The middle brush member 520 may have a structure described in FIG. 4 to FIG. 7 to adjust the rotation speed.

The side brush member 530 may have a structure described in FIG. 4 to FIG. 7 to adjust the rotation speed. In addition, the side brush member 530 may be rotated at the same speed as the drive shaft 500.

FIG. 9 is a drawing representing an example of a roll brush module 50a and an example of an auxiliary brush module 60a.

Referring to FIG. 9, the roll brush module 50a may rotate while being in contact with an outer surface of the substrate S to remove foreign substances attached to the substrate S. The roll brush module 50a may rotate while being in contact with the first surface of the substrate S to enable cleaning of the first surface of the substrate S. The roll brush module 50a may rotate while being in contact with the second surface of the substrate S to enable cleaning of the second surface of the substrate S.

The roll brush module 50a may include a drive shaft 500 and a plurality of brush members 510a, 520a and 530a. The roll brush module 50a may be identical or similar to the roll brush module 50a of FIG. 8, so repeated descriptions are omitted.

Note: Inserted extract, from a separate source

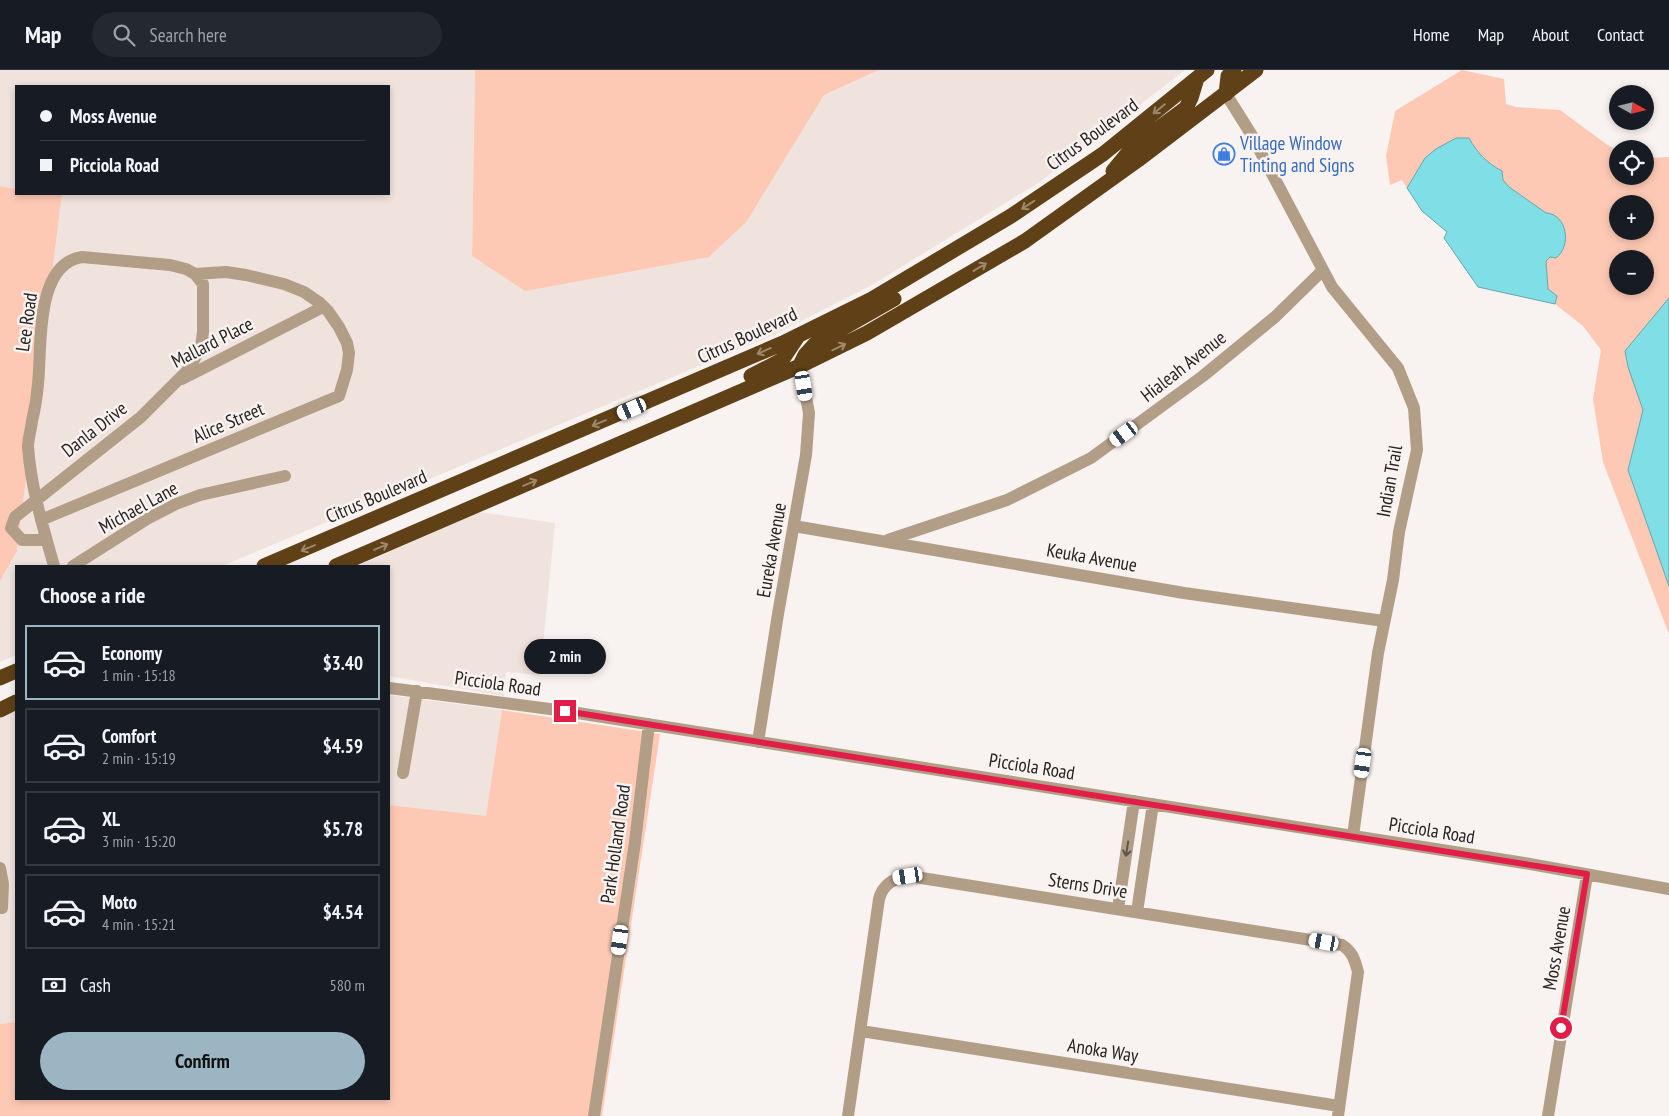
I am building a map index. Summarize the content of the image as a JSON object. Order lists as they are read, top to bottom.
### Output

The auxiliary brush modules 60a may be positioned in a different region from the roll brush module 50a to complement the cleaning on the substrate S by the roll brush module 50a. The auxiliary brush modules 60a may perform cleaning of the substrate S by being positioned over the gap in the region where one end of the plurality of brush members 510a, 520a, 530a faces each other on the substrate. The auxiliary brush module 60a may be positioned on the first surface of the substrate S or the second surface of the substrate S corresponding to the roll brush module 50a.

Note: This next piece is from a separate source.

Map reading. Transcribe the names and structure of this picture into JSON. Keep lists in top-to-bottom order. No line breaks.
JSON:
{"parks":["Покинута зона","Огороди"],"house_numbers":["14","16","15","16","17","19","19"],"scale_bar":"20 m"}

The auxiliary brush module 60a may include an auxiliary drive shaft 600a and auxiliary brush members 601a and 602a.

The auxiliary drive shaft 600a may have a predetermined length. When viewed along an upward and downward direction, the auxiliary drive shaft 600a may be positioned to be inclined with respect to the radius direction for respect to the center C of the substrate S. Also, when viewed along an upward and downward direction, the auxiliary drive shaft 600a may be positioned in a radius direction with respect to the center C of the substrate S. The auxiliary drive shaft 600a may be positioned to be spaced apart from the roll brush module 50a.

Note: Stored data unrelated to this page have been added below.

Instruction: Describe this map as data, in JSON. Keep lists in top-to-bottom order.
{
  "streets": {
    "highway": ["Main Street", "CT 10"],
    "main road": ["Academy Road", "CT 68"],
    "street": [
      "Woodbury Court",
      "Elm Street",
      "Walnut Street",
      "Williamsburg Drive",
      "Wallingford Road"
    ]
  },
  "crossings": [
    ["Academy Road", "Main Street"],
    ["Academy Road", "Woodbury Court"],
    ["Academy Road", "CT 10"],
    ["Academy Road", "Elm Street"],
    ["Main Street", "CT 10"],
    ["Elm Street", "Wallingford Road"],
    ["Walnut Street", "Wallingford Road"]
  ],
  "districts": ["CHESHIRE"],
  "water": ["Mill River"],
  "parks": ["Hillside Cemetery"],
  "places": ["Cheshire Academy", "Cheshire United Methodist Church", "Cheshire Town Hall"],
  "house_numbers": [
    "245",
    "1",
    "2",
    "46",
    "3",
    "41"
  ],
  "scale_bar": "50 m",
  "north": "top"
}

The auxiliary brush member 601a and 602a may be disposed around the outside circumference of the auxiliary drive shaft 600a. The auxiliary brush member 601a and 602a may be provided in a cylinder shape. Protrusions may be disposed for improving cleaning efficiency around the outside circumference of the auxiliary brush member 601a and 602a.

The auxiliary brush member 601a and 602a may include a first auxiliary brush member 601a and a second auxiliary brush member 602a.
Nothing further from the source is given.